INSTRUCTIONS FOR THE TASK – In the records that follow, count each line where the string "lineCap" occurs. Provide the total and no other text.

[TASK INPUTS — start]

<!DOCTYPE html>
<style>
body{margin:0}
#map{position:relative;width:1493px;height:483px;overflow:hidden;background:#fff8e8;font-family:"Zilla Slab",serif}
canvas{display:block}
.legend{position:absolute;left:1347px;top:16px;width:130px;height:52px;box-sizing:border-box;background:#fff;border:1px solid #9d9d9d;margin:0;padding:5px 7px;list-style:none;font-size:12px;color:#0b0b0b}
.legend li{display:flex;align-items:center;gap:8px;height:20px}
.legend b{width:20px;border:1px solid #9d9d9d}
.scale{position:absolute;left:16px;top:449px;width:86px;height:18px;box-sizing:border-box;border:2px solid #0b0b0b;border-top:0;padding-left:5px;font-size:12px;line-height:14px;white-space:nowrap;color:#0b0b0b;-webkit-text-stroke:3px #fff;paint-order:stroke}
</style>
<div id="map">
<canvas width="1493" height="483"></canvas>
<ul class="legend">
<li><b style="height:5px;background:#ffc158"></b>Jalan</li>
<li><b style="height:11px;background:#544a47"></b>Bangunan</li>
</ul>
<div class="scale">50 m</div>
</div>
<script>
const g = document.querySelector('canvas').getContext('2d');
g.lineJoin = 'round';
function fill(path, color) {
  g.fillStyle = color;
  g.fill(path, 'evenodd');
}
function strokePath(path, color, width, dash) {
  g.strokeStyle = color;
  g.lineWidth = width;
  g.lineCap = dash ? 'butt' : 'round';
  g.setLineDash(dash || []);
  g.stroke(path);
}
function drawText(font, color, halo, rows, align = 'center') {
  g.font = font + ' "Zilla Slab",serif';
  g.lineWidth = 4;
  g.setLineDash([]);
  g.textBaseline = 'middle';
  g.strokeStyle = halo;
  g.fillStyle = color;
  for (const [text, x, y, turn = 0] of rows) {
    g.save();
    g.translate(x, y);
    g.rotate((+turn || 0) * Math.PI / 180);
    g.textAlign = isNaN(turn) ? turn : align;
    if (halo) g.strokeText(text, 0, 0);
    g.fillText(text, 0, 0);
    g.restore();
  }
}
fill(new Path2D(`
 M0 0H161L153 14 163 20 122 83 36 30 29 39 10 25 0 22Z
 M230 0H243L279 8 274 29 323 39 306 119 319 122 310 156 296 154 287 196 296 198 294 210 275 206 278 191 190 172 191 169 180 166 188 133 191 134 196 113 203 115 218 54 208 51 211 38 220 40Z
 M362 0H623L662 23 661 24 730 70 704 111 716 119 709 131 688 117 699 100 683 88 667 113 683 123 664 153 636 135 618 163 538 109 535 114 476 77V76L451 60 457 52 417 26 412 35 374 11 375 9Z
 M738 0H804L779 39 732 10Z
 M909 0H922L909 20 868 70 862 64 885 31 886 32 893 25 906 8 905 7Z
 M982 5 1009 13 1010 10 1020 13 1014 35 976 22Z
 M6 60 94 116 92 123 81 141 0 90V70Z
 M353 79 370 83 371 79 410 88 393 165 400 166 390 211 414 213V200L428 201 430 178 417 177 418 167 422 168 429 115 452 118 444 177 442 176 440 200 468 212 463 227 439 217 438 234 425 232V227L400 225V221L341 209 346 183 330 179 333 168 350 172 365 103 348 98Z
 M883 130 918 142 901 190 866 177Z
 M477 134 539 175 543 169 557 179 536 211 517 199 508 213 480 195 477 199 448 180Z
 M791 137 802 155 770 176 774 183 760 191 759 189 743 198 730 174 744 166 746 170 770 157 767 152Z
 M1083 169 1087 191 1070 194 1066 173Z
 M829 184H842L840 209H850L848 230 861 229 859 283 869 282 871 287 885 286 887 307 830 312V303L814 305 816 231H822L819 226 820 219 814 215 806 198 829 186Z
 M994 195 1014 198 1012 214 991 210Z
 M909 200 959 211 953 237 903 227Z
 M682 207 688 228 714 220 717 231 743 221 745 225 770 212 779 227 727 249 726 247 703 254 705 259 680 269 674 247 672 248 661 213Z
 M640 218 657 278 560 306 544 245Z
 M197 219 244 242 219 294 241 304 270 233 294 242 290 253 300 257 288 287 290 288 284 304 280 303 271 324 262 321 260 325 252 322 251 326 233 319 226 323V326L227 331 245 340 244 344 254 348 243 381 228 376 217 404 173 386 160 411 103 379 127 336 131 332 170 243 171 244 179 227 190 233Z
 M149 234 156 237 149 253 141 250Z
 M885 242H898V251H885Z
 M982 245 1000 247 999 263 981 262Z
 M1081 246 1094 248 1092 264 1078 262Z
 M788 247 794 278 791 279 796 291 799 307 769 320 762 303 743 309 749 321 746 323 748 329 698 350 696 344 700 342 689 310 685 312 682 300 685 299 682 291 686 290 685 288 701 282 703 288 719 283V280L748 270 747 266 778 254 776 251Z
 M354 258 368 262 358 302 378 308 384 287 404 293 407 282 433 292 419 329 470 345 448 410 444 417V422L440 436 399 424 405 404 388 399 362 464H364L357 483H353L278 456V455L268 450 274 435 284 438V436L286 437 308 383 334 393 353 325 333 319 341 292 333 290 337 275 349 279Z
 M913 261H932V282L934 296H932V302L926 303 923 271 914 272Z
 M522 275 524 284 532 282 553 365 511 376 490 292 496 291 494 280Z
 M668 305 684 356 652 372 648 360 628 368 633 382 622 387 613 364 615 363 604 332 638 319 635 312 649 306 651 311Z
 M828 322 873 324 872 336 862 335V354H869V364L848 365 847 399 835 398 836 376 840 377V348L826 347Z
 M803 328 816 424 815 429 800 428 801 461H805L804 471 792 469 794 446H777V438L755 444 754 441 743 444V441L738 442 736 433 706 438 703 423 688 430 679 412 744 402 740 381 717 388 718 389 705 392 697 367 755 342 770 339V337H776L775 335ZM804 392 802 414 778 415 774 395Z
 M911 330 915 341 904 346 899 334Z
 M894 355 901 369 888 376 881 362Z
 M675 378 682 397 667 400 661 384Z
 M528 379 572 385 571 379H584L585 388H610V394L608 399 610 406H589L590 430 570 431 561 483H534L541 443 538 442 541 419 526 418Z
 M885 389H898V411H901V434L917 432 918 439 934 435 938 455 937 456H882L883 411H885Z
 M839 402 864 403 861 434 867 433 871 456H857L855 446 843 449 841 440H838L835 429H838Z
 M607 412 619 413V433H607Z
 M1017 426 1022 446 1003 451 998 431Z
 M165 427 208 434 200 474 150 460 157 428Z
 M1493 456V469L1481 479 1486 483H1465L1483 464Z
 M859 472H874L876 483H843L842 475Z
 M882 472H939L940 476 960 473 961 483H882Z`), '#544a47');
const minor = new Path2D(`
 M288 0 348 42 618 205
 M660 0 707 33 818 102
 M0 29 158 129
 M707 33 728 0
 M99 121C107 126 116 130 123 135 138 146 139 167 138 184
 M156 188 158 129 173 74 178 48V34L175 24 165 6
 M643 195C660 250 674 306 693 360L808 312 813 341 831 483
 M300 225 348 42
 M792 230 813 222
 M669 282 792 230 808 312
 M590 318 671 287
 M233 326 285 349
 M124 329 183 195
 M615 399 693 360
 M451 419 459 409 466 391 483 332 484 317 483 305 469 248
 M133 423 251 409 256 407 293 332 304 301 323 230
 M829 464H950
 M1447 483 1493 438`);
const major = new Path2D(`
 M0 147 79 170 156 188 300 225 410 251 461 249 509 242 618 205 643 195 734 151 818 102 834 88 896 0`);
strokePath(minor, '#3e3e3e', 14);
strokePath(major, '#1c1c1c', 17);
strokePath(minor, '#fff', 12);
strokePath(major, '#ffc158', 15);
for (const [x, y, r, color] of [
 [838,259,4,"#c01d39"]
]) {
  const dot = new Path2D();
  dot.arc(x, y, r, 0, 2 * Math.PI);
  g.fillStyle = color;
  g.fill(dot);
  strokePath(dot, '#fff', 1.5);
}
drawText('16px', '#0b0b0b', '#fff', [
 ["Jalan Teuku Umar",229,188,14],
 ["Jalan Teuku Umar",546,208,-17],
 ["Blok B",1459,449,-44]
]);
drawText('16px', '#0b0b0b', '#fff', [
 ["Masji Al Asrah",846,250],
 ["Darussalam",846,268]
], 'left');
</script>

[TASK INPUTS — finish]
[TASK INPUTS — start]

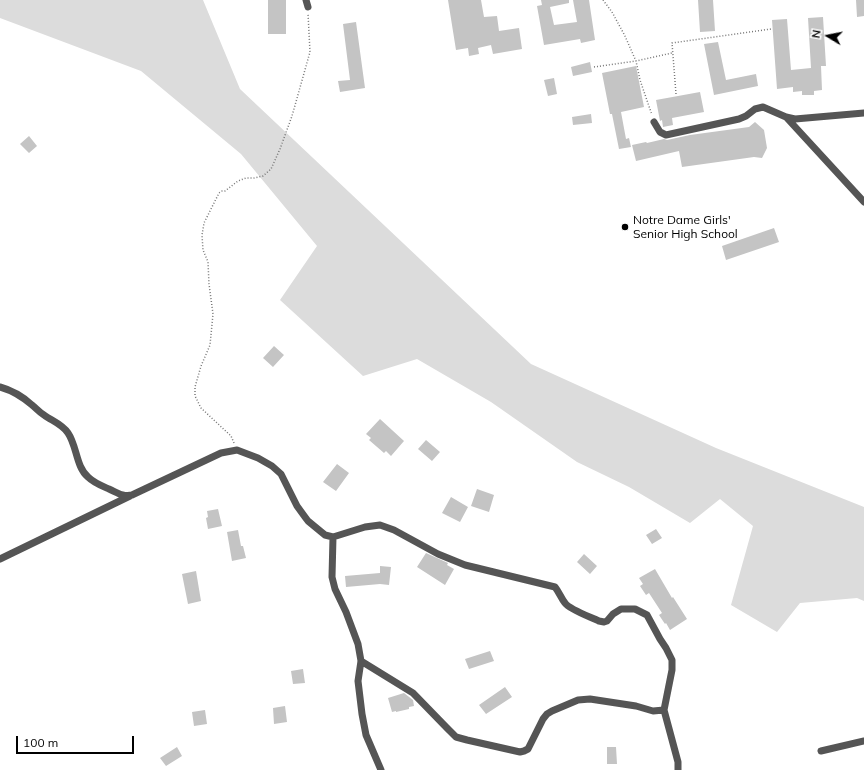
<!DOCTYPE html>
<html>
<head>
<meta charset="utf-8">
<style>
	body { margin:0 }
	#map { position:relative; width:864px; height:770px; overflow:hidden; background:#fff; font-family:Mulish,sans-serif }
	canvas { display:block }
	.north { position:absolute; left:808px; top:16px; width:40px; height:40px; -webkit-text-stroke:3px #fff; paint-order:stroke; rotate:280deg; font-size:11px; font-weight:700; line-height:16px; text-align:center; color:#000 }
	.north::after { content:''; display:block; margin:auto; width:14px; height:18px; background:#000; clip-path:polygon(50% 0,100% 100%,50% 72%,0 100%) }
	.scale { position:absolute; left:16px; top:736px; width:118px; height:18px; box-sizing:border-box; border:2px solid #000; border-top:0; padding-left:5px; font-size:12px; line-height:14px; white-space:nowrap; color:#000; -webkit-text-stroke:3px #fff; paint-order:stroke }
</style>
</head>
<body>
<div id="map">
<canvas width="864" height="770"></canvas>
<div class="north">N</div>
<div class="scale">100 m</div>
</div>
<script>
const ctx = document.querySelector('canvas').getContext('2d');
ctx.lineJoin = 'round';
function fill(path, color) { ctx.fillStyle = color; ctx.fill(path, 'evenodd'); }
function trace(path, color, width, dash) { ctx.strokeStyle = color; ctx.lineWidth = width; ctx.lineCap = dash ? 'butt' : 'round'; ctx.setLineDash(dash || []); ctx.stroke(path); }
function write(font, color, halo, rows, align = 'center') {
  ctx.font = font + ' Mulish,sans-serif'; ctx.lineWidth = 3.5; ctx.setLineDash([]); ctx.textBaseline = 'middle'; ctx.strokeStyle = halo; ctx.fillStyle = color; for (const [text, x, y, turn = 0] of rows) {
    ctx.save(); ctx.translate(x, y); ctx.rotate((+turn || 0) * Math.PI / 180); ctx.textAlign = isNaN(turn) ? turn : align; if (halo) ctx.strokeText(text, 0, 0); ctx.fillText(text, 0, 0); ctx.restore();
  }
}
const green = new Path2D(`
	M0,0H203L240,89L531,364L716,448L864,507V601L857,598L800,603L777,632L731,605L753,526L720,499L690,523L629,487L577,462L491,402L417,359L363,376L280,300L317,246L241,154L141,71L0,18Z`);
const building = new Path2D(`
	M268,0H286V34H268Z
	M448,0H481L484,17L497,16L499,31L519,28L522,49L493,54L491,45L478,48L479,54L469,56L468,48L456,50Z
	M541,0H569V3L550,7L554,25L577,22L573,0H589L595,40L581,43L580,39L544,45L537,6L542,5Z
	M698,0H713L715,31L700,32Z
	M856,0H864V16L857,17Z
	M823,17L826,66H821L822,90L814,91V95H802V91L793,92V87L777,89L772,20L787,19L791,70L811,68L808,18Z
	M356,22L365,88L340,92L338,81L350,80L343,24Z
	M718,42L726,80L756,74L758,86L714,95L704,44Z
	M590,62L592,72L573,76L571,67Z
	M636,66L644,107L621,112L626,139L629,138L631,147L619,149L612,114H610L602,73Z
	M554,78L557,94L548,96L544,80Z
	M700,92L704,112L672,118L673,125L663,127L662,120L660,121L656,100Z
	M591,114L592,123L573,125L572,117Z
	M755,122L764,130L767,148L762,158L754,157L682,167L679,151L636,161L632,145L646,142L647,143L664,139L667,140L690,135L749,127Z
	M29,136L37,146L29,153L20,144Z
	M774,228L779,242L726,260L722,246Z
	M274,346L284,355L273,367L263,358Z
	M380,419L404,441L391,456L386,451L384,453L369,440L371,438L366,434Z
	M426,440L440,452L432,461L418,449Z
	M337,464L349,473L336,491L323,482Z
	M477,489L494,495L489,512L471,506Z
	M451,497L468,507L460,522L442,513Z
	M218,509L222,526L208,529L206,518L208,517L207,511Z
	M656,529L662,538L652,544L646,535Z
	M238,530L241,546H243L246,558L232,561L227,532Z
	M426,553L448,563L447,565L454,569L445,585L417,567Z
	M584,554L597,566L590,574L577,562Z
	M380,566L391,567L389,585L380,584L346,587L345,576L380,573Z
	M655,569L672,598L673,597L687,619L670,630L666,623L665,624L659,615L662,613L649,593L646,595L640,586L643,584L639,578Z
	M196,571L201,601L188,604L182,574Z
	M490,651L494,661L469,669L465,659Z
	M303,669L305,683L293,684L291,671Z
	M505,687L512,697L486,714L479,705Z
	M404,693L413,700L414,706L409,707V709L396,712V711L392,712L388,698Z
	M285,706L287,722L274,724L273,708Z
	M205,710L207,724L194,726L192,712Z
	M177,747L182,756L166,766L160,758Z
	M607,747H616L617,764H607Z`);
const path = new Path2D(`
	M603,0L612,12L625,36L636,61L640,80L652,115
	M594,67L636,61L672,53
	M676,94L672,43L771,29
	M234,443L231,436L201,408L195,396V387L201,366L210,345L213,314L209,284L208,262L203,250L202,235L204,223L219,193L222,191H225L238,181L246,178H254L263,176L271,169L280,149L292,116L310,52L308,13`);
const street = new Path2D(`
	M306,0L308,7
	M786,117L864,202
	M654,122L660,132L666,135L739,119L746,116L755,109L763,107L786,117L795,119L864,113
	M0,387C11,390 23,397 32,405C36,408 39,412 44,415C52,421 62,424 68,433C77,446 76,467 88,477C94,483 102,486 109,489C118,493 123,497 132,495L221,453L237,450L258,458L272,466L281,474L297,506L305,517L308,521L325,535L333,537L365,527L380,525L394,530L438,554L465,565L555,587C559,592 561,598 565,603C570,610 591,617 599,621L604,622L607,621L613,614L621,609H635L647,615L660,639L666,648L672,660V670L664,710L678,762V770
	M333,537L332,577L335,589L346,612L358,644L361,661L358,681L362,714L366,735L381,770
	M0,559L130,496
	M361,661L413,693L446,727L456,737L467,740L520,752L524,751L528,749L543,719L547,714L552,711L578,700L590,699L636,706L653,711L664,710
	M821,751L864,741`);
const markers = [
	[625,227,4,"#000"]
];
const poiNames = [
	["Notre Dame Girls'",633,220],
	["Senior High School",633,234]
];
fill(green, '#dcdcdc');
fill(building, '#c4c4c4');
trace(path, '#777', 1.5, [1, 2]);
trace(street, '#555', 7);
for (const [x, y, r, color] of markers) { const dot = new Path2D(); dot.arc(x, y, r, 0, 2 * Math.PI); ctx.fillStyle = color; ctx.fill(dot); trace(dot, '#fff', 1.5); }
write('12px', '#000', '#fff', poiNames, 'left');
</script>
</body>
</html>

[TASK INPUTS — finish]

OUTPUT FOR THIS TASK – 2